The following day, Defense Secretary James Mattis said: "Our military policy in Syria has not changed. Our priority remains the defeat of ISIS." He said the attack on the Syrian air base was the best way "deter the regime" from using chemical weapons, which are prohibited by an international agreement to which Syria is a party.

None of those explanations amounts to a legal rationale for the U.S. attack. The Chemical Weapons Convention does not authorize signatories to enforce its provisions through unilateral military action, and the U.S. Constitution requires the president to obtain congressional authorization for acts of war unless the country is under attack.

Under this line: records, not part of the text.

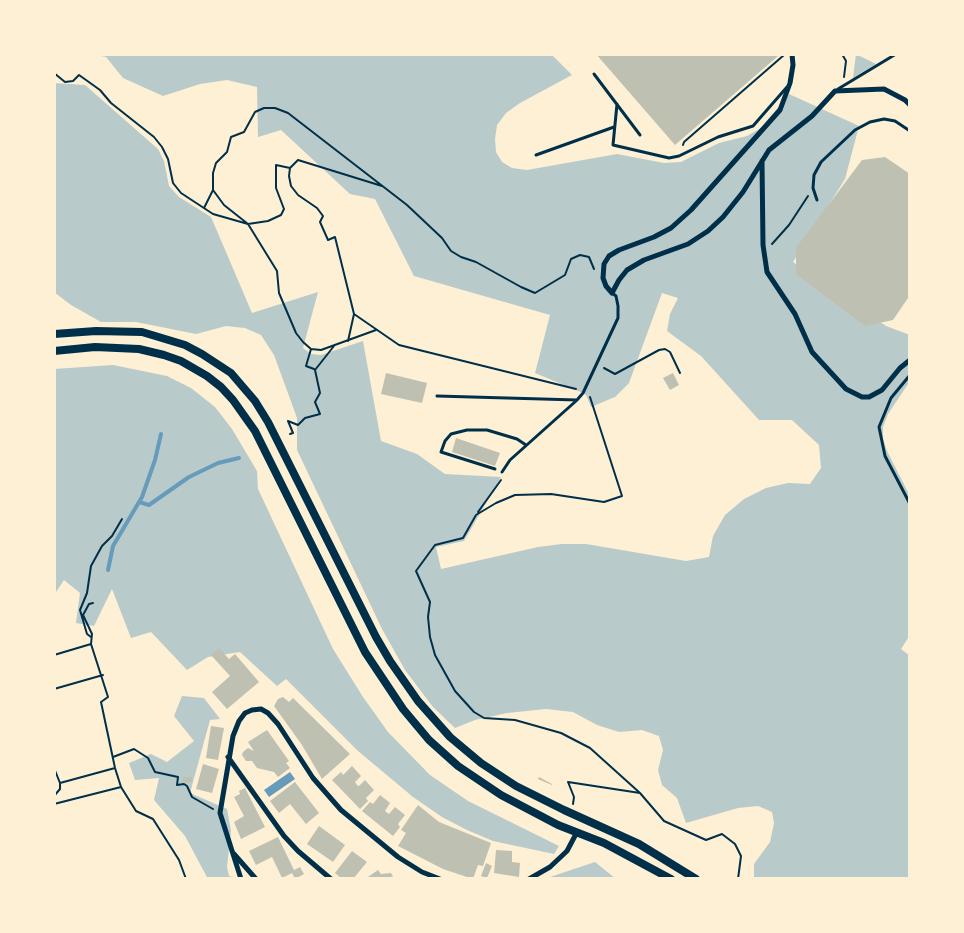 <!DOCTYPE html>
<html>
<head>
<meta charset="utf-8">
<style>
  body { margin:0 }
  #map { position:relative; width:964px; height:933px; overflow:hidden; background:#fdf0d5; font-family:Lato,sans-serif }
  canvas { display:block }
  .frame { position:absolute; inset:0; border:56px solid #fdf0d5; pointer-events:none }
</style>
</head>
<body>
<div id="map">
<canvas width="964" height="933"></canvas>
<div class="frame"></div>
</div>
<script>
const ctx = document.querySelector('canvas').getContext('2d');
ctx.lineJoin = 'round';
function paint(path, color) { ctx.fillStyle = color; ctx.fill(path, 'evenodd'); }
const poly = rows => new Path2D(rows.map(r => 'M' + r).join(''));
function trace(path, color, width, dash) { ctx.strokeStyle = color; ctx.lineWidth = width; ctx.lineCap = dash ? 'butt' : 'round'; ctx.setLineDash(dash || []); ctx.stroke(path); }
paint(poly([
  [91,54,551,54,572,75,520,103,506,113,497,125,495,139,496,152,502,162,512,168,527,170,617,154,664,163,681,162,719,143,747,136,761,128,789,94,859,126,845,179,793,262,886,326,910,335,910,381,888,414,883,427,883,439,887,451,910,496,910,635,901,649,910,656,910,879,754,879,754,864,770,842,774,823,772,812,758,806,738,808,686,823,677,798,662,785,658,770,663,750,659,736,642,730,619,732,597,725,573,712,546,709,507,713,475,720,455,728,433,707,405,670,382,629,297,450,297,418,274,355,261,335,245,328,226,326,196,334,136,322,101,322,71,305,54,292,54,83,85,85,158,149,164,161,169,186,179,197,211,217,252,313,318,292,303,348,311,354,321,355,363,341,381,441,417,454,445,474,501,477,464,541,436,547,441,569,538,547,562,544,586,544,686,561,709,557,713,536,725,515,744,499,766,488,788,483,810,484,821,468,819,445,792,420,759,420,701,356,667,331,670,314,678,298,662,293,629,383,615,397,591,407,586,395,583,393,535,373,550,315,414,276,375,199,350,194,281,130,258,137,257,87,227,80,200,84,163,96,123,78,106,57],
  [856,54,876,64,853,78],
  [113,365,167,376,191,388,215,407,232,429,257,471,258,489,333,649,363,697,388,732,430,775,468,801,559,846,554,854,493,841,467,830,442,817,413,797,358,751,286,679,277,686,240,652,208,657,187,670,151,632,131,638,112,589,94,626,76,623,80,593,64,580,54,595,54,369],
  [182,696,204,698,220,719,210,720,190,793,227,809,231,831,227,867,229,876,244,879,208,879,185,836,154,800,159,778,135,780,129,763,151,754,167,762,194,741,174,716],
  [595,862,616,879,544,879]
]), '#b9caca');
paint(poly([
  [290,772,295,779,269,797,264,790]
]), '#669bbc');
trace(poly([
  [139,502,149,505,189,477,218,463,239,458],
  [108,570,113,546,142,497,155,460,161,434]
]), '#669bbc', 4);
paint(poly([
  [596,54,777,54,778,56,675,145],
  [885,157,910,174,910,295,893,320,865,326,796,274,796,248,862,160],
  [386,373,427,383,422,403,381,394],
  [673,373,679,385,670,390,663,378],
  [456,438,500,453,495,466,452,452],
  [219,648,229,659,235,654,259,682,227,709,212,692,230,676,211,655],
  [283,697,289,702,293,698,350,754,322,779,302,745,274,706,278,699],
  [211,726,224,728,218,760,206,758],
  [267,730,289,761,286,763,290,768,278,777,274,772,257,768,252,761,246,761,242,755,243,752,248,748,254,751,248,742],
  [203,764,219,769,212,793,196,789],
  [352,766,361,776,355,782,357,785,359,786,365,780,374,790,366,798,368,801,360,809,332,780,341,772,343,775],
  [183,777,192,777,192,782,182,782],
  [539,777,552,784,552,785,538,779],
  [295,782,319,813,306,824,290,804,279,813,270,801],
  [245,788,265,827,241,839,234,822,244,816,234,797,240,794,239,791],
  [380,795,390,803,385,811,389,814,395,807,405,815,398,824,400,827,393,836,362,811,370,802,373,804],
  [418,805,439,822,491,843,483,866,478,865,473,879,443,869,398,846,406,833,401,830],
  [319,826,345,845,333,862,307,844],
  [278,837,294,870,300,867,304,874,295,879,292,873,282,878,272,857,256,865,249,851],
  [496,850,512,851,512,862,520,863,519,877,494,873],
  [352,851,367,862,353,879,342,879,335,873],
  [486,863,492,866,487,878,481,876],
  [378,870,381,874,391,873,394,879,365,879]
]), '#bec0b2');
trace(poly([
  [842,54,846,61,844,77],
  [54,73,65,82,73,81,79,75,100,90,111,103,154,137,162,147,168,159,173,183,181,193,213,214,248,224,268,221,281,215,284,209,276,188,276,165,290,168],
  [683,145,684,142,784,55],
  [204,208,213,190],
  [772,244,789,225,808,196],
  [354,314,399,345,576,389],
  [376,330,321,350,311,349,303,342,296,333,279,293,277,271,248,224,224,205,213,190,213,173,216,163,227,152,231,137,244,132,255,112,264,108,275,108,288,113,407,205,442,238,451,251,461,257,476,262,521,287,535,293,565,275,571,259,580,255,589,257,594,269],
  [348,341,354,314,335,237,328,240,320,222,323,216,317,208,298,195,291,186,289,176,290,168,298,160,382,186],
  [311,349,306,366,314,369],
  [604,368,615,374,659,350,665,349,670,352,680,373],
  [315,370,334,346],
  [590,397,622,496,604,502,551,494,515,495,496,503,476,515,463,538,435,545,416,571,430,602,428,617,430,637,435,655,455,691,474,712,484,718,515,720,561,733,590,748,640,793,664,821,706,840,722,834,735,844,741,856,738,879],
  [290,434,293,433,288,421,298,425,305,418,320,414,315,402,320,393,315,370],
  [478,512,501,480],
  [91,637,87,634,80,610,87,593,91,566,102,546,112,536,122,519],
  [91,644,92,634,83,615,89,604,93,603],
  [54,655,91,644,108,697,101,702,115,768,121,787,136,811,153,819,179,860,186,879],
  [54,689,103,675],
  [113,757,134,749,148,758,155,772,178,777,177,785,184,784,187,786,192,797,213,809],
  [54,768,60,783,115,768],
  [54,804,121,787],
  [55,804,54,796,60,789,60,783],
  [573,804,574,797,568,782,640,793]
]), '#003049', 2);
trace(poly([
  [594,74,640,135],
  [838,89,896,54],
  [617,104,613,145,669,158,679,156,718,137,753,126,787,87],
  [536,155,614,127],
  [817,200,813,188,814,175,821,162,855,130,870,122,884,119,895,121,910,131],
  [910,375,891,398,879,427,885,456,910,504],
  [437,396,577,400,583,393,618,318,618,306,616,296,612,293],
  [495,469,441,452,445,441,451,434,467,430,487,430,517,439,526,445],
  [502,472,510,460,576,401]
]), '#003049', 3);
trace(poly([
  [792,54,793,65,790,83,780,110,691,210,671,228,654,237,619,250,609,256,604,264,603,278,606,286,612,293,619,280,627,270,644,260,688,244,708,231,723,217,743,192,769,150,812,116,835,91,884,89,905,100,910,105],
  [762,161,763,245,767,272,795,314,812,352,846,389,862,397,869,397,882,390,900,368,910,360],
  [228,757,284,836,298,851,331,879],
  [234,854,256,879],
  [241,879,220,813,233,736,239,721,245,713,252,710,261,709,268,713,278,724,313,778,341,810,398,857,422,872,440,879],
  [529,879,550,867,567,851,577,832]
]), '#003049', 5);
trace(poly([
  [54,334,96,331,142,332,185,345,202,354,231,373,255,401,268,422,376,637,390,661,418,701,450,737,481,763,516,786,564,810,639,844,696,879],
  [54,351,95,347,139,349,164,355,181,361,207,376,221,387,233,400,255,431,365,652,403,709,429,740,458,766,501,795,558,825,604,843,671,879]
]), '#003049', 8);
</script>
</body>
</html>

Trump is hardly the first president to ignore the latter rule. Describing "a split between the apparent intent of the Constitution and how the country has been governed in practice," New York Times reporter Charlie Savage notes that "presidents of both parties have a long history of carrying out military operations without authorization from Congress." That emphatically includes Barack Obama, who famously argued that bombing Libyan leader Moammar Gadhafi's forces did not constitute "hostilities" under the War Powers Act and justified his unauthorized war against ISIS by citing congressional approval of a different war against a different enemy.

I am not sure which is worse: insulting our intelligence with such transparently inadequate rationales or dispensing with the pretense of legality altogether, as Trump has done. But the members of United to Protect Democracy, former Obama administration lawyers who for all we know had a hand in crafting the 44th president's laughable excuses for illegal military interventions, seem considerably more perturbed about presidential overreach now that Trump is commander in chief.

"We have seen an unprecedented tide of authoritarian-style politics sweep the country that is fundamentally at odds with the Bill of Rights, the constitutional limitations on the role of the President, and the laws and unwritten norms that prevent overreach and abuse of power," the group says. "The only limits to prevent a slide away from our democratic traditions will be those that are imposed by the Courts, Congress, and the American people." Those limits are not strengthened by selective application.